Patients with myxofibrosarcomas often present with a slow-growing mass. Local and repeated recurrences are relatively common. The risk of metastasis increases with tumor grade.

Histologically, these tumors demonstrate a spectrum of fibroblastic tumors with variable amounts of myxoid stroma, cellularity, cellular pleomorphism, mitotic activity, and the presence of curvilinear vascular pattern.

Cytopathology

There are relatively few reports of this lesion currently in the cytopathology literature.

Differential Diagnosis

The DD is essentially the same as myxoid liposarcomas and includes intramuscular myxomas, myxoid liposarcomas, and low-grade fibromyxoid sarcomas. The presence of a prominent curvilinear vascular pattern, increased cellularity, and cellular pleomorphism distinguishes myxofibrosarcomas from intramuscular myxomas.

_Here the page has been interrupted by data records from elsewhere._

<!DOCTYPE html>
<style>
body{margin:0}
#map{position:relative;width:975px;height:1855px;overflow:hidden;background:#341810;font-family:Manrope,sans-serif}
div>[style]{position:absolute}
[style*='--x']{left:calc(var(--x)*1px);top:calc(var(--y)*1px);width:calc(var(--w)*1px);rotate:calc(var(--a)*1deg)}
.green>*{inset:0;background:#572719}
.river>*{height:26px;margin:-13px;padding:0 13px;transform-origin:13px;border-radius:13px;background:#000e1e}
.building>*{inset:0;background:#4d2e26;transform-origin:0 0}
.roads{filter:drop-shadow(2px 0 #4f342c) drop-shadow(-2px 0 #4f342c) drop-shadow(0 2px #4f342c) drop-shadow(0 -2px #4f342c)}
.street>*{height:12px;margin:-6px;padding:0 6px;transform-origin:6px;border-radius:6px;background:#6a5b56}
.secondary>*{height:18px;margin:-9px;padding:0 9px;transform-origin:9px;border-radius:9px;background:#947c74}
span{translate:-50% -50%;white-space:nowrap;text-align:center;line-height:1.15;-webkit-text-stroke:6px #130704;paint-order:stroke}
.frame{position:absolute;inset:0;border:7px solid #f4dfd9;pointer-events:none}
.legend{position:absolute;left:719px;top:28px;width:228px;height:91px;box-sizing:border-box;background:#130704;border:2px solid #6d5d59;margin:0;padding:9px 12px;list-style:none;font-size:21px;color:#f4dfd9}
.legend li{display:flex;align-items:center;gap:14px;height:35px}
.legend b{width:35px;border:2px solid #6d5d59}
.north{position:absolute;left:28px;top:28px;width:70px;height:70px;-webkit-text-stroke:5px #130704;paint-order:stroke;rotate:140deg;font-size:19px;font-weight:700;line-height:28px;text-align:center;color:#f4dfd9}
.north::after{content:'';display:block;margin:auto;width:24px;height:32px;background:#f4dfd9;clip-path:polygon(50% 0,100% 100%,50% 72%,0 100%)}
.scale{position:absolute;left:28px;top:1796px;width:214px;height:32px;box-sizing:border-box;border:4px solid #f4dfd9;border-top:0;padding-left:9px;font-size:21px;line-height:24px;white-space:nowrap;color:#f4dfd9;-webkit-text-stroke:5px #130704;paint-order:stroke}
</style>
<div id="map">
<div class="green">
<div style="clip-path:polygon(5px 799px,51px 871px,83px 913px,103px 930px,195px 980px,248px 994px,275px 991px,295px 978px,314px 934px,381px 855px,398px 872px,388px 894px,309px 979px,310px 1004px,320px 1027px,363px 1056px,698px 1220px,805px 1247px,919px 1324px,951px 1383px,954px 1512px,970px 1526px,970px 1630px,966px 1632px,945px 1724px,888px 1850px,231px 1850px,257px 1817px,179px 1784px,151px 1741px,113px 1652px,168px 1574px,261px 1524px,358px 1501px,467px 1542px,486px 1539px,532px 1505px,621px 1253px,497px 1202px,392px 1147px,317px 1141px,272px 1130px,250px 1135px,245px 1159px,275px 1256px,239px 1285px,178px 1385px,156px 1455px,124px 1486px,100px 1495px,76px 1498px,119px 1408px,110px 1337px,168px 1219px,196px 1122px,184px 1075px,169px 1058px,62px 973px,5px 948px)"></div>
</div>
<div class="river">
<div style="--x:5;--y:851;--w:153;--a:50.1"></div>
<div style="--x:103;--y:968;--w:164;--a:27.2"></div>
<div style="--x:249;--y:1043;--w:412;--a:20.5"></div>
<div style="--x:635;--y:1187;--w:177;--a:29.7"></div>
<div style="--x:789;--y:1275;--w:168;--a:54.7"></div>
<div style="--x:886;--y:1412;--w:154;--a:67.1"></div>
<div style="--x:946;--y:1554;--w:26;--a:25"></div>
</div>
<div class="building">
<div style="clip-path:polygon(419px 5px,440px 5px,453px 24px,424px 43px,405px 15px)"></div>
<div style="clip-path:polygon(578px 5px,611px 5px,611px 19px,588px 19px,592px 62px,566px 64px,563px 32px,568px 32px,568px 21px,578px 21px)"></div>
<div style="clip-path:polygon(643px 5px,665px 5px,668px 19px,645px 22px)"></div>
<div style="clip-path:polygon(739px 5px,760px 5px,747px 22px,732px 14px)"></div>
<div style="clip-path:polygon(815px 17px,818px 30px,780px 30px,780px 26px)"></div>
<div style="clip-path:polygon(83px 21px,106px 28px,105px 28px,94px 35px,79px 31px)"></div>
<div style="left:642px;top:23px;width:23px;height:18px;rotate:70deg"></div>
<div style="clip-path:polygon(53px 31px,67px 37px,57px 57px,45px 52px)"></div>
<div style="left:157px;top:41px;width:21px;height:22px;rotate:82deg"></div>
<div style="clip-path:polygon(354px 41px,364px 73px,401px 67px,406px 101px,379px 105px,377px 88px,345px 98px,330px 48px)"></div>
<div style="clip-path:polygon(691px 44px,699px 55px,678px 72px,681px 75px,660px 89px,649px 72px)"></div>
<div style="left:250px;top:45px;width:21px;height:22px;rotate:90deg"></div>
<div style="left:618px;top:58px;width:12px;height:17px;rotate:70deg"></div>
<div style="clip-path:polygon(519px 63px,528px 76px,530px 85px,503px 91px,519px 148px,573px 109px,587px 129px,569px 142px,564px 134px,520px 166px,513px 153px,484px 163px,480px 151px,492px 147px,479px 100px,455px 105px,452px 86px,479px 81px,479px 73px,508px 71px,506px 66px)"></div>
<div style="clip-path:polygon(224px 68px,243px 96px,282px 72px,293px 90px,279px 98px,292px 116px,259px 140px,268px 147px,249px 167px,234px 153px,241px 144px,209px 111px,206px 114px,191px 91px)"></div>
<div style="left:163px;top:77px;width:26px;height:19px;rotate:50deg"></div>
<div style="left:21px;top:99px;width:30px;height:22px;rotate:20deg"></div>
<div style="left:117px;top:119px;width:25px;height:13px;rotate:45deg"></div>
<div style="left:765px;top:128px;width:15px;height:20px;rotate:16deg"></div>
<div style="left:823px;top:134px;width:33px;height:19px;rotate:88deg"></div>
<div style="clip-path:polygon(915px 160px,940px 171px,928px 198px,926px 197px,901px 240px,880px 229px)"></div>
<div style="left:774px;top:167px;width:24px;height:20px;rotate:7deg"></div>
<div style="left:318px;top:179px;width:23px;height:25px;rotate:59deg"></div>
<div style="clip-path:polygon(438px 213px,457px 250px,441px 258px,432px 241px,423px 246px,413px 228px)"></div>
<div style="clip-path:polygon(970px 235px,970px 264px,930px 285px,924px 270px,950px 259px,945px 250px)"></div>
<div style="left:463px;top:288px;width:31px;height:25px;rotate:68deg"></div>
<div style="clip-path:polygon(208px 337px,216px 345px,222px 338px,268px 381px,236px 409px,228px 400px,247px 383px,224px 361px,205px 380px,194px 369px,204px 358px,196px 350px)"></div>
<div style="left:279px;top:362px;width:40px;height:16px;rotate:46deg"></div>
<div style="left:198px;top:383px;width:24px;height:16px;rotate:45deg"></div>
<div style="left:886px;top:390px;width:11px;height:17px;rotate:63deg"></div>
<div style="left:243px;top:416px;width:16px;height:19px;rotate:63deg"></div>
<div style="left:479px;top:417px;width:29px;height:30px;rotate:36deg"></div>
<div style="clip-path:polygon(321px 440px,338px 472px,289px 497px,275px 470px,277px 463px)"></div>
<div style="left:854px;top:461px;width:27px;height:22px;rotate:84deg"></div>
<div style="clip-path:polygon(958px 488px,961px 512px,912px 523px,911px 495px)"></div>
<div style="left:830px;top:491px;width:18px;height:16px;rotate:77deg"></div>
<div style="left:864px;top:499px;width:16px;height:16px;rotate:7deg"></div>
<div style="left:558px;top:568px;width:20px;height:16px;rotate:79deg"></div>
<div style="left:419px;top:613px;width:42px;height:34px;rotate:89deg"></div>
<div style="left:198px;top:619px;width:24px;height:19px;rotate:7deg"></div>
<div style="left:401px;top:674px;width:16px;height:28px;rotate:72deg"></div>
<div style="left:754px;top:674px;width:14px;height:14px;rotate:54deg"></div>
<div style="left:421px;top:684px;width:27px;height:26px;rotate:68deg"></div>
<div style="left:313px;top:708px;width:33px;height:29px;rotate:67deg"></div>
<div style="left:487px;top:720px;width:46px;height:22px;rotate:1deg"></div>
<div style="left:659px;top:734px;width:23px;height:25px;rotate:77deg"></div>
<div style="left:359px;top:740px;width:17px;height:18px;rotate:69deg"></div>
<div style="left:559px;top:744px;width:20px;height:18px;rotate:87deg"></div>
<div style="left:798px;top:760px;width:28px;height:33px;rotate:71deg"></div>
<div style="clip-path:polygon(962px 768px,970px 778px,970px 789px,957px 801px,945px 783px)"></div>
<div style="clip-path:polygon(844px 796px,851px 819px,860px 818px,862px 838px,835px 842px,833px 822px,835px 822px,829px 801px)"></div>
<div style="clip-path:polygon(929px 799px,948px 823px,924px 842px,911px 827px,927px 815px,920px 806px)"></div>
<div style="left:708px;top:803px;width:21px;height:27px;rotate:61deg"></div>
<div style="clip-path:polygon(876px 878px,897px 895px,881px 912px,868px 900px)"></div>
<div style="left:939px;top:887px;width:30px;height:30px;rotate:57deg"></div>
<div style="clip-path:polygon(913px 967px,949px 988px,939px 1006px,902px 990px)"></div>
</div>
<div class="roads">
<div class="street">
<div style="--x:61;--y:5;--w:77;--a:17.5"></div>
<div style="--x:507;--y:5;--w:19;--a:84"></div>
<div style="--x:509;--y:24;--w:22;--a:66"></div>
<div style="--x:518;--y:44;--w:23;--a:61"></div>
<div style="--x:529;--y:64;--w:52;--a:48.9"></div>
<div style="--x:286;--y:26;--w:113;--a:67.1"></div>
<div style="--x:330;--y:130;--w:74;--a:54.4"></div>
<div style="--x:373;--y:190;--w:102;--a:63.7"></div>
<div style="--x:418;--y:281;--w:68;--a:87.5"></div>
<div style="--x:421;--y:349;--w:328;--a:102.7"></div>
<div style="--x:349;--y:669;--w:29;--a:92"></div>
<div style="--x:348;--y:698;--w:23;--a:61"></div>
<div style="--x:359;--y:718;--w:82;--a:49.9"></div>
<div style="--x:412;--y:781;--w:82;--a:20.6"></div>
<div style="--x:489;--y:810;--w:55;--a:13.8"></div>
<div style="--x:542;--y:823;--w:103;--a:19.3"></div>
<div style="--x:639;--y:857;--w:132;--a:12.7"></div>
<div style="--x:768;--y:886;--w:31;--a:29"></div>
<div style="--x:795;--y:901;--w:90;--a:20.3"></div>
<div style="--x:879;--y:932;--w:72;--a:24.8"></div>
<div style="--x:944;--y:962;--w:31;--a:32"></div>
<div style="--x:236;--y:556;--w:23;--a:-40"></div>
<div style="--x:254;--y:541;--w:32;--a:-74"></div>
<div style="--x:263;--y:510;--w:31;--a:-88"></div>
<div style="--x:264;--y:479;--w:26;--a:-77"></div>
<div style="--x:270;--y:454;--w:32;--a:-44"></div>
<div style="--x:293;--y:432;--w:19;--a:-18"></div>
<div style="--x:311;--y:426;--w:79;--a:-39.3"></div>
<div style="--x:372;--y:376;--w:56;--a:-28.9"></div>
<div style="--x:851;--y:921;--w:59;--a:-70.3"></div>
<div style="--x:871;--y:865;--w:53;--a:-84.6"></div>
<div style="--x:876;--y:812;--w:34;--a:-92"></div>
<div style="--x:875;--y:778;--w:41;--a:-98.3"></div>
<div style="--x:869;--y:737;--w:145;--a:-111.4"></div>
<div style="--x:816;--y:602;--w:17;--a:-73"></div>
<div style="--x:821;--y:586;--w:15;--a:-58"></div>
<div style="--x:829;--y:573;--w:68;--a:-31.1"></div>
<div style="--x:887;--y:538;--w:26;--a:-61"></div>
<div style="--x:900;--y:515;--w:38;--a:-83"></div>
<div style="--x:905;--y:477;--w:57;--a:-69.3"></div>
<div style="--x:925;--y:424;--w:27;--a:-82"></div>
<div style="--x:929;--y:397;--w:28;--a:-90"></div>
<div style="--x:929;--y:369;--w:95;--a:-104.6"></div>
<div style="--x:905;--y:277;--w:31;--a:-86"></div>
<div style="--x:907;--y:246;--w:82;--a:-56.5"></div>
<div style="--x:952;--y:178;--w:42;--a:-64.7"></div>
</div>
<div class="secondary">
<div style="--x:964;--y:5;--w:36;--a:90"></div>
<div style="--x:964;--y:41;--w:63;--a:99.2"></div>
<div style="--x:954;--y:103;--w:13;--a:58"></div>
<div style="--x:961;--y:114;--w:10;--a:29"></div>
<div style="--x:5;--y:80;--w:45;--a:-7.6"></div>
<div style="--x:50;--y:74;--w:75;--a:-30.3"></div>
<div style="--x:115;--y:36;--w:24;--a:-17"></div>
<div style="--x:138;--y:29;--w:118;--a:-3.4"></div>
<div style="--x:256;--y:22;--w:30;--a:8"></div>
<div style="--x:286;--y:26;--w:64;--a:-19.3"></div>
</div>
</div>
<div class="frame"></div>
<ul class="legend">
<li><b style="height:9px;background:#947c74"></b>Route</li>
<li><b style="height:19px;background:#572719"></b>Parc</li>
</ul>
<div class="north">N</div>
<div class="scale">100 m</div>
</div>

Myxoid liposarcomas and myxofibrosarcomas may have similar features, but the vascular patterns of these lesions are characterized by a branching arborescent versus a curvilinear pattern, respectively.

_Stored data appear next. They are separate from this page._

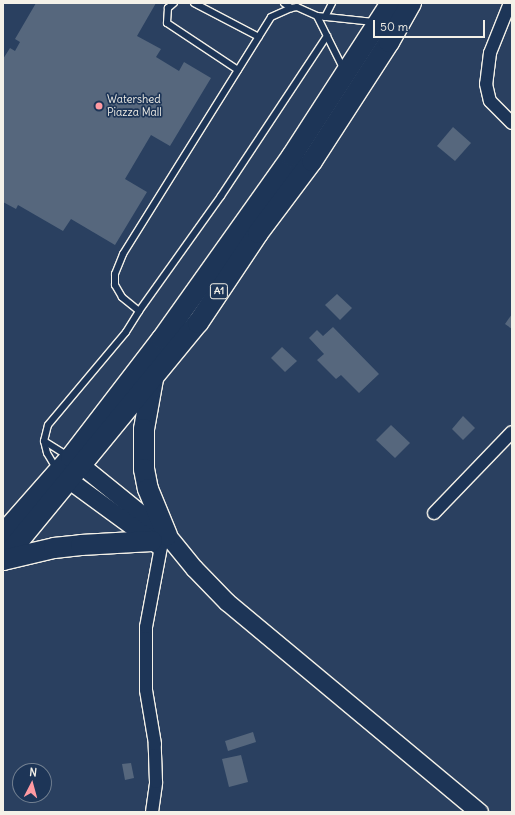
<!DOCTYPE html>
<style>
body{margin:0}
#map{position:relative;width:515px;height:815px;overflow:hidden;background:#2a4060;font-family:Delius,sans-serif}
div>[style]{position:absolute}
.building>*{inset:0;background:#56677d}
.roads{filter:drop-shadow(1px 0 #f4f1e8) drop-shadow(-1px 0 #f4f1e8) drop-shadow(0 1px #f4f1e8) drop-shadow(0 -1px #f4f1e8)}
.service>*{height:6px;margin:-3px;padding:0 3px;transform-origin:3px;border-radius:3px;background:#1d3557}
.minor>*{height:12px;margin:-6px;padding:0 6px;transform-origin:6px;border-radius:6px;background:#1d3557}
.secondary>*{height:17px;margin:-8.5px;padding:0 8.5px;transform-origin:8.5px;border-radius:8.5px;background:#1d3557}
.trunk>*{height:20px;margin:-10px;padding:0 10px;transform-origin:10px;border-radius:10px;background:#1d3557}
.dots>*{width:11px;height:11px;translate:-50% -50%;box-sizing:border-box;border:2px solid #1d3557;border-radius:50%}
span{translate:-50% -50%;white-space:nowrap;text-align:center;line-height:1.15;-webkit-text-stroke:3.5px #1d3557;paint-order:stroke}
.shield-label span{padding:1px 3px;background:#1d3557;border:1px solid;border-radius:3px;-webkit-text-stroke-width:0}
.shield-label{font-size:10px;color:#f4f1e8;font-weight:700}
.poi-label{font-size:11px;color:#f4f1e8}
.left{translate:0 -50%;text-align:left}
.frame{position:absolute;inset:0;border:4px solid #f4f1e8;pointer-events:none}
.north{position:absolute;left:12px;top:763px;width:40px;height:40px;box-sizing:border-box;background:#1d3557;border:1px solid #738091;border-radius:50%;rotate:6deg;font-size:11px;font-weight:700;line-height:16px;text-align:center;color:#f4f1e8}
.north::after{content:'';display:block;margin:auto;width:14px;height:18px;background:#ff9aa2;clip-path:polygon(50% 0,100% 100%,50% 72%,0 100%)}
.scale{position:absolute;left:373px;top:20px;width:112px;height:18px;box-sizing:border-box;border:2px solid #f4f1e8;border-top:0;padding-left:5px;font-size:12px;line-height:14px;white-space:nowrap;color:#f4f1e8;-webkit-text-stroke:3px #1d3557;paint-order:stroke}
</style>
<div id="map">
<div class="building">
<i style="clip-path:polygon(36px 3px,156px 3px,137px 36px,161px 49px,156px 57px,179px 71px,184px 62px,211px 78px,170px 146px,151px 135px,125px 179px,147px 192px,115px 245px,71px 219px,63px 231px,18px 205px,16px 209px,3px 202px,3px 59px,10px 48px,15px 51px,20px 42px,15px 39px)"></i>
<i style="clip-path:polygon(453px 127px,471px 143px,455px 161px,437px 146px)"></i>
<i style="clip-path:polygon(337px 294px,352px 308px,340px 320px,325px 305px)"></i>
<i style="clip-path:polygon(512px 314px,512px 329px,505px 324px)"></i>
<i style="clip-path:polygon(333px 327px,379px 374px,359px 393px,341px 375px,336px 379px,317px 360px,324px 354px,309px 338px,317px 330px,323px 336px)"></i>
<i style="clip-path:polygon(282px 347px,297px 361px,285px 372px,271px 358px)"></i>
<i style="clip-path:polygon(463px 416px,475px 428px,463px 440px,452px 429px)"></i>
<i style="clip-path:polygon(391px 425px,410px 443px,395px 458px,376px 440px)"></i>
<i style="clip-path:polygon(253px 732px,256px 742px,228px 751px,225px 741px)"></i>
<i style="clip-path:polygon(241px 755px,248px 782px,229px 787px,222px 759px)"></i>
<i style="clip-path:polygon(131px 763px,134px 778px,125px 780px,122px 764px)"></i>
</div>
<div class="roads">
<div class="service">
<i style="left:174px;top:3px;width:8px;rotate:140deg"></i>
<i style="left:168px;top:8px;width:15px;rotate:94deg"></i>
<i style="left:167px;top:23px;width:85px;rotate:33.5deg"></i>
<i style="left:194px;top:3px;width:73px;rotate:27.6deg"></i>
<i style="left:284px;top:3px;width:9px;rotate:36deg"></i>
<i style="left:325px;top:17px;width:16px;rotate:-63deg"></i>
<i style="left:344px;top:70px;width:60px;rotate:-116.6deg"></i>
<i style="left:317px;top:16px;width:57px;rotate:6deg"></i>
<i style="left:139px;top:311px;width:141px;rotate:-54.5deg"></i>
<i style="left:221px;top:196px;width:192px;rotate:-56.5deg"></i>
<i style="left:44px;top:441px;width:28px;rotate:32deg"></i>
<i style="left:56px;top:468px;width:17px;rotate:-121deg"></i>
<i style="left:47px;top:453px;width:12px;rotate:-104deg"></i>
<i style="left:44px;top:441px;width:16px;rotate:-76deg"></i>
<i style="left:48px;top:425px;width:121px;rotate:-50deg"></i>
<i style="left:126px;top:332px;width:25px;rotate:-58deg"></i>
<i style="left:139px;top:311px;width:22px;rotate:-141deg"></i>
<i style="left:122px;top:297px;width:14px;rotate:-120deg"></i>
<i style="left:115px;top:285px;width:11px;rotate:-90deg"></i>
<i style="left:115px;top:274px;width:22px;rotate:-68deg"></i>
<i style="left:123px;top:254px;width:279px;rotate:-58deg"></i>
<i style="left:271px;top:17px;width:22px;rotate:-24deg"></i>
<i style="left:291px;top:8px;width:6px;rotate:-9deg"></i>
<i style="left:297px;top:7px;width:22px;rotate:24deg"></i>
</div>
<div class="minor">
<i style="left:510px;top:3px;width:54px;rotate:111.8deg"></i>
<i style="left:490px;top:53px;width:31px;rotate:97deg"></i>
<i style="left:486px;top:84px;width:17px;rotate:77deg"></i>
<i style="left:490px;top:101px;width:31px;rotate:45deg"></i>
<i style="left:434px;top:513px;width:112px;rotate:-46.1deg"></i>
<i style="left:152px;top:812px;width:30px;rotate:-82deg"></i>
<i style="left:156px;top:782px;width:38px;rotate:-92deg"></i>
<i style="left:155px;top:744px;width:55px;rotate:-99.5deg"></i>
<i style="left:146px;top:690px;width:63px;rotate:-90deg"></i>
<i style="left:146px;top:627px;width:81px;rotate:-79.4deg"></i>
</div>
<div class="secondary">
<i style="left:71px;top:457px;width:124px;rotate:39.1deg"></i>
<i style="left:167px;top:535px;width:43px;rotate:50.7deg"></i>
<i style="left:194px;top:568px;width:47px;rotate:45.9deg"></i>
<i style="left:227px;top:602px;width:328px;rotate:39.8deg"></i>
<i style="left:58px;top:472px;width:124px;rotate:36.1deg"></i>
</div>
<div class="trunk">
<i style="left:153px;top:379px;width:51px;rotate:100.2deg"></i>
<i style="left:144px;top:429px;width:40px;rotate:90deg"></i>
<i style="left:144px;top:469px;width:20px;rotate:79deg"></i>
<i style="left:148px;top:489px;width:50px;rotate:67.6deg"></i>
<i style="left:3px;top:534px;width:103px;rotate:-48.6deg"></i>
<i style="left:71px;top:457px;width:149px;rotate:-52.4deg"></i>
<i style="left:162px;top:339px;width:224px;rotate:-54.6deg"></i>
<i style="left:292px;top:156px;width:182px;rotate:-57.1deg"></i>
<i style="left:3px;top:560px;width:307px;rotate:-50.6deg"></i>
<i style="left:198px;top:323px;width:108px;rotate:-56.3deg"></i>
<i style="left:258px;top:233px;width:90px;rotate:-53.1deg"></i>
<i style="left:312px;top:161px;width:142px;rotate:-57.1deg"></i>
<i style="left:389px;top:42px;width:45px;rotate:-60.6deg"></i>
<i style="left:3px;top:560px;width:52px;rotate:-13.2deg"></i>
<i style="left:54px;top:548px;width:27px;rotate:-6deg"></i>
<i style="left:81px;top:545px;width:71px;rotate:-3.2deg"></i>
</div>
</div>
<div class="dots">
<i style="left:99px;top:106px;background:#ff9aa2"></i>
</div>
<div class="shield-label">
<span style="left:219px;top:291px">A1</span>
</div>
<div class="poi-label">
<span class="left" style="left:107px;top:106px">Watershed<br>Piazza Mall</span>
</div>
<div class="frame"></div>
<div class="north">N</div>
<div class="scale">50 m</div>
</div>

Ancillary Diagnostic Studies

Myxoid liposarcomas demonstrate S-100 positivity, while myxofibrosarcomas show focal smooth muscle actin positivity, consistent with myofibroblastic differentiation, and can express smooth muscle actin (SMA) and vimentin while they are negative for CD34 and S100.

Clinical Features

Low-grade fibromyxoid sarcomas are a variant of fibrosarcoma, characterized by areas of myxoid and collagenized matrix with bland spindle cells and curvilinear blood vessels. These tumors are rare and occur most commonly in young adult men and women, but they can occur at any age. Most cases occur in the subfascial region of the upper extremities, although other unusual areas such as the head and retroperitoneum may be affected. There is often a history of a painless, deep soft tissue mass of several years’ duration.

Low-grade fibromyxoid sarcomas histologically reveal a mix of hypocellular collagenized areas and more cellular myxoid regions. Fascicular and whorling growth areas are present, the latter pattern most common at the interface between the collagenized and myxoid zones. The tumor cells are bland, with occasional hyperchromatic nuclei and, rarely, mitoses. Arteriole-sized sclerotic blood vessels and arcades of thin-walled vessels are present.

Cytopathology

Cytologic features of this tumor have recently been described.

Differential Diagnosis

This lesion shares some features with intramuscular myxomas. Occasionally, hyperchromatic, atypical nuclei help exclude myxoma. Distinction between a myxofibrosarcoma and low-grade fibromyxoid sarcoma may be virtually impossible because the vascular patterns of fibromyxoid sarcomas and low-grade myxofibrosarcomas are similar, but the distinction between these lesions and high-grade sarcomas should be possible.

Ancillary Diagnostic Studies

These tumors can focally express SMA and, rarely, CD34 or desmin. They are usually negative for S100 and EMA. Chimeric FUS/CREB3L2 fusion transcripts can be detected with reverse transcription (RT)-PCR or FISH studies.